Chantiers

A Miramas, 120 millions d’euros investis pour créer le premier village de marques dans le Sud

Mots clés : Entreprise du BTP

Porté par MacArthurGlen, le centre de Miramas sera troisième du groupe britannique dans l’Hexagone. Il a nécessité six ans de mise au point. Eiffage Construction est en charge des travaux.

20 ha à l’ouest de Miramas, dans la nouvelle ZAC de la Peronne (100 ha dédiés à de l’activité et des hôtels), en bordure de la future déviation routière de Miramas et à proximité de l’autoroute A54 et de la gare TGV: c’est sur ce site stratégique, des anciennes terres agricoles au cœur d’une vaste zone de chalandise fréquentée par de très importants flux touristiques (proximité des autoroutes A7 et A8), que McArthurGlen, promoteur, propriétaire et exploitant de villages de marques, va se doter de son troisième centre en France après Troyes et Roubaix et en attendant Douains, en Haute-Normandie.

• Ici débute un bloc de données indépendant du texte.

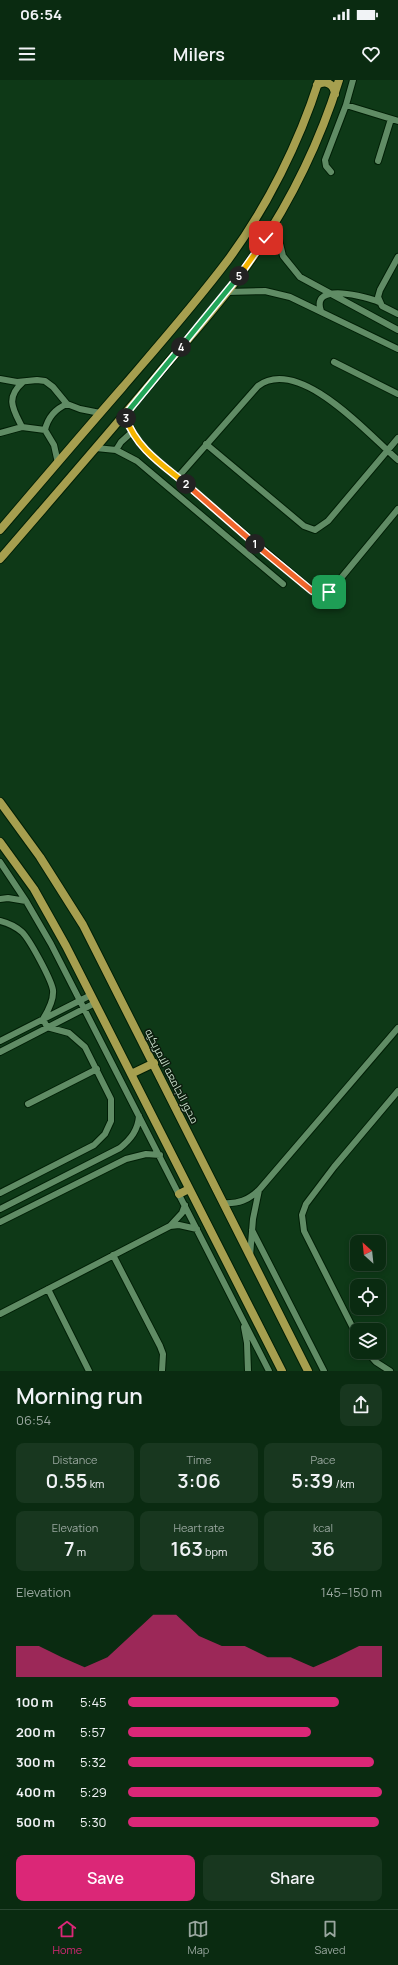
<!DOCTYPE html>
<meta charset="utf-8">
<style>
body{margin:0;font-family:Manrope,Cairo,sans-serif;background:#18371f;color:#f1f3f6;height:100vh;display:flex;flex-direction:column;font-size:15px;white-space:nowrap}
*{box-sizing:border-box;margin:0}
p{font-size:13px;color:#99a79f}
.icon{flex:none;width:22px;height:22px;fill:none;stroke:currentColor;stroke-width:2;stroke-linecap:round;stroke-linejoin:round}
.map{position:relative;height:1291px;overflow:hidden}
.panel{display:flex;flex-direction:column;background:#0a2b11;flex:1}
.panel>*{flex:none}
.needle{width:26px;rotate:333deg}
.tools{position:absolute;left:350px;top:1155px;display:grid;gap:8px}
.tools a{display:grid;place-items:center;width:36px;height:36px;border-radius:8px;background:#0a2b11;box-shadow:0 2px 6px #0003,0 0 0 1px #2a4731;font-size:20px}
.pin{position:absolute;display:grid;place-items:center;width:34px;height:34px;color:#fff;margin:-17px;border-radius:8px;box-shadow:0 2px 6px #0006}
.km{position:absolute;width:20px;height:20px;margin:-10px;border-radius:50%;background:#222;color:#fff;font-size:11px;line-height:20px;text-align:center}
.round{display:grid;place-items:center;flex:none;width:42px;height:42px;border-radius:8px;background:#18371f}
.overview{display:flex;align-items:center;justify-content:space-between;height:68px;padding:0 16px}
h1{font-size:22px;font-weight:600;line-height:30px}
.figures{display:grid;grid-template-columns:repeat(3,1fr);gap:6px;height:68px;padding:4px 16px}
.figures div{display:grid;align-content:center;border-radius:8px;background:#18371f;text-align:center}
.figures b{font-size:20px;font-weight:600}
.figures small{font-size:11px;font-weight:400}
.figures p{font-size:11px}
.chart{height:112px;padding:8px 16px}
.chart p{display:flex;justify-content:space-between}
.chart svg{width:100%;height:72px;margin-top:4px;fill:#db2777;opacity:.7}
.cta{display:flex;gap:8px;margin-top:auto;padding:8px 16px}
.cta a{flex:1;height:46px;border-radius:8px;background:#db2777;color:#fff;font-size:16px;font-weight:600;line-height:46px;text-align:center}
.cta a+a{background:#18371f;color:#f1f3f6}
ul{padding:0 16px;list-style:none;font-size:13px}
li{display:grid;grid-template-columns:64px 48px 1fr;align-items:center;height:30px}
li i{height:10px;border-radius:5px;background:#db2777}
.status{display:flex;justify-content:space-between;align-items:center;height:28px;padding:0 20px;background:#0a2b11;direction:ltr}
.status svg{height:11px;fill:currentColor}
header{display:flex;justify-content:space-between;align-items:center;height:52px;padding:0 16px;background:#0a2b11;font-size:18px;font-weight:600}
.dock{display:flex;justify-content:space-around;align-items:center;height:56px;border-top:1px solid #2a4731;background:#0a2b11;font-size:11px;color:#99a79f}
.dock a{display:grid;justify-items:center;gap:2px}
.dock .selected{color:#db2777}
.map>svg:first-child{display:block}
</style>
<div class="status"><b>06:54</b><svg viewBox="0 0 49 12"><path d="M0 12V9h3v3zM5 12V6h3v6zM10 12V3h3v9zM15 12V0h3v12zM26 1h20v11H26zM47 4h2v5h-2z"/></svg></div>
<header><svg class="icon" aria-label="menu" viewBox="0 0 24 24"><path d="M4 6h16M4 12h16M4 18h16"/></svg>Milers<svg class="icon" aria-label="heart" viewBox="0 0 24 24"><path d="M12 20l-8-8c-3-5 5-10 8-4 3-6 11-1 8 4z"/></svg></header>
<div class="map">
<svg width="398" height="1291" viewBox="0 0 398 1291">
<rect width="100%" height="100%" fill="#0e3917"/>
<g fill="none" stroke-linecap="round" stroke-linejoin="round">
<defs>
<path id="minor" d="M346 25 398 41
M378 81 391 39
M331 92 326 86 325 80 346 25 353 0
M275 143 283 176 300 197 398 250
M398 177 380 210 378 217 382 226 398 234
M227 212 265 211 290 217 398 269
M321 231C310 201 368 217 379 222
M334 282 398 314
M0 299 17 302 37 300 45 301 53 307 67 324 80 329 100 333
M125 335 135 357 147 372 315 513H326L332 509 398 429
M22 347C13 329 5 318 23 302
M45 350C48 337 55 329 67 324
M0 353 22 347 45 350 54 365 58 383
M206 364 304 446 315 450 328 441 398 358
M96 368 116 370 137 381 283 504
M116 370 121 362 132 352
M178 397 258 306C299 275 369 355 398 380
M0 782 26 821 51 864 269 1291
M0 819 8 818 26 821
M0 841C8 843 16 847 22 852 30 860 51 899 53 910 54 920 48 931 43 939L47 947 69 953 85 967 111 1019V1041L105 1054 94 1065 0 1113
M0 961 91 915
M0 972 95 923
M28 1024 97 989
M223 1123C239 1124 248 1120 259 1110L398 948
M0 1129 120 1068C131 1059 138 1050 139 1036
M0 1142 126 1079 146 1074 160 1075
M170 1146 179 1145 197 1149
M252 1150 324 1291
M113 1175 160 1266 163 1274 162 1291
M250 1176 253 1139 259 1110
M48 1209 89 1291
M0 1234 170 1146 182 1133 185 1125
M244 1247 247 1263 248 1291
M357 1256 304 1151 302 1135 306 1124 334 1087 398 1011
M367 1272 376 1282 390 1291"/>
<path id="major" d="M317 5C325 0 334 3 335 14
M0 450C41 402 81 355 122 308 158 266 195 224 228 180 267 127 299 63 319 0
M0 479C55 415 111 351 165 286 190 257 215 229 238 198 282 138 317 71 339 0
M0 722 40 777 83 845 308 1291
M0 762 34 809 66 866 282 1291
M131 994 154 983
M179 1114 189 1109"/>
</defs>
<use href="#minor" stroke="#001f06" stroke-width="8"/>
<use href="#major" stroke="#001f06" stroke-width="10"/>
<use href="#minor" stroke="#608c65" stroke-width="6"/>
<use href="#major" stroke="#a69f4f" stroke-width="8"/>
</g>
<g fill="none" stroke-linecap="round" stroke-linejoin="round">
<defs>
<path id="split-1" d="M255 464 312 511 318 514 329 512"/>
<path id="split-2" d="M186 404 255 464"/>
<path id="split-3" d="M126 338C136 368 163 385 186 404"/>
<path id="split-4" d="M126 338 125 335 181 267"/>
<path id="split-5" d="M181 267 239 196"/>
<path id="split-6" d="M239 196 266 158"/>
</defs>
<use href="#split-1" stroke="#fff" stroke-width="8"/>
<use href="#split-2" stroke="#fff" stroke-width="8"/>
<use href="#split-3" stroke="#fff" stroke-width="8"/>
<use href="#split-4" stroke="#fff" stroke-width="8"/>
<use href="#split-5" stroke="#fff" stroke-width="8"/>
<use href="#split-6" stroke="#fff" stroke-width="8"/>
<use href="#split-1" stroke="#f0652b" stroke-width="5"/>
<use href="#split-2" stroke="#f0652b" stroke-width="5"/>
<use href="#split-3" stroke="#f5b400" stroke-width="5"/>
<use href="#split-4" stroke="#22a559" stroke-width="5"/>
<use href="#split-5" stroke="#22a559" stroke-width="5"/>
<use href="#split-6" stroke="#f5b400" stroke-width="5"/>
</g>
<g text-anchor="middle" stroke-width="3" stroke-linejoin="round" paint-order="stroke">
<g font-size="11" fill="#c3dac5" stroke="#0b1c0d">
<text transform="translate(172 996) rotate(63)" y="4">محور الجامعه الامريكيه</text>
</g>
</g>
</svg>
<div class="tools">
<a><svg class="needle" viewBox="-14 -14 28 28"><path d="M0-13l5 13h-10z" fill="#e53935"/><path d="M0 13l5-13h-10z" fill="#99a79f"/></svg></a>
<a><svg class="icon" aria-label="locate" viewBox="0 0 24 24"><circle cx="12" cy="12" r="6"/><path d="M12 2v4M12 18v4M2 12h4M18 12h4"/></svg></a>
<a><svg class="icon" aria-label="layers" viewBox="0 0 24 24"><path d="M12 4l9 5-9 5-9-5zM3 14l9 5 9-5"/></svg></a>
</div>
<div class="pin" style="left:329px;top:512px;background:#1e9e55"><svg class="icon" aria-label="arrive" viewBox="0 0 24 24"><path d="M6 21V4h12l-3 4 3 4H6"/></svg></div>
<div class="pin" style="left:266px;top:158px;background:#d93025"><svg class="icon" aria-label="check" viewBox="0 0 24 24"><path d="M5 12l5 5 9-10"/></svg></div>
<b class="km" style="left:255px;top:464px">1</b>
<b class="km" style="left:186px;top:404px">2</b>
<b class="km" style="left:126px;top:338px">3</b>
<b class="km" style="left:181px;top:267px">4</b>
<b class="km" style="left:239px;top:196px">5</b>
</div>
<section class="panel">
<div class="overview"><div><h1>Morning run</h1><p>06:54</p></div><a class="round"><svg class="icon" aria-label="share" viewBox="0 0 24 24"><path d="M12 15V3M7 8l5-5 5 5M5 13v7h14v-7"/></svg></a></div>
<div class="figures">
<div><p>Distance</p><b>0.55<small> km</small></b></div>
<div><p>Time</p><b>3:06</b></div>
<div><p>Pace</p><b>5:39<small> /km</small></b></div>
</div>
<div class="figures">
<div><p>Elevation</p><b>7<small> m</small></b></div>
<div><p>Heart rate</p><b>163<small> bpm</small></b></div>
<div><p>kcal</p><b>36</b></div>
</div>
<div class="chart"><p><span>Elevation</span>145–150 m</p>
<svg viewBox="0 0 160 44" preserveAspectRatio="none"><path d="M0 44V25L10 25L20 32L30 38L40 32L50 19L60 6L70 6L80 19L90 25L100 25L110 32L120 32L130 38L140 32L150 25L160 25V44z"/></svg>
</div>
<ul>
<li><b>100 m</b>5:45<i style="width:83%"></i></li>
<li><b>200 m</b>5:57<i style="width:72%"></i></li>
<li><b>300 m</b>5:32<i style="width:97%"></i></li>
<li><b>400 m</b>5:29<i style="width:100%"></i></li>
<li><b>500 m</b>5:30<i style="width:99%"></i></li>
</ul>
<div class="cta"><a>Save</a><a>Share</a></div>
</section>
<nav class="dock">
<a class="selected"><svg class="icon" aria-label="home" viewBox="0 0 24 24"><path d="M3 11l9-7 9 7M6 9v11h12V9"/></svg>Home</a>
<a><svg class="icon" aria-label="map" viewBox="0 0 24 24"><path d="M3 6l6-2 6 2 6-2v14l-6 2-6-2-6 2zM9 4v14M15 6v14"/></svg>Map</a>
<a><svg class="icon" aria-label="saved" viewBox="0 0 24 24"><path d="M7 4h10v16l-5-4-5 4z"/></svg>Saved</a>
</nav>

Un dossier qui a nécessité six ans de procédures, des oppositions, un jugement du Conseil d’Etat mais qui finalement a obtenu tous les sésames et est en travaux depuis septembre dernier. «Provence disposera d’une surface commerciale de 25 000 m2, 120 boutiques dont six moyennes surfaces, huit cafés et restaurants, avec un aménagement s’inspirant de l’identité provençale du territoire. Nous allons également avec cette opération créer 600 emplois» souligne Romain Kalfon, responsable du développement France de McArthurGlen.

 

Un village à l’identité provençale

 

Outre les boutiques, le projet, signé de l’agence Map, va juxtaposer 1 600 places de stationnement végétalisées (dalles Evergreen), un parc paysager de 1,6 ha -une zone conservée avec ses platanes centenaires et mise en valeur pour marquer l’entrée du site- et le village proprement dit. L’entrée principale sera aménagée par Patrick Blanc, inventeur du mur végétal, et une bastide du 19e siècle, associée à une grange, sera conservée et réaménagée. A l’intérieur, ce village, s’inspirant des villages provençaux, sera une succession de rues, de places et de placettes, bordés de bâtiments à l’architecture simple, locale. Particularité de ces bâtiments: hormis les cellules commerciales en rez-de-chaussée, les élévations des façades seront simplement décoratives, sans espaces aménagés derrière celles-ci.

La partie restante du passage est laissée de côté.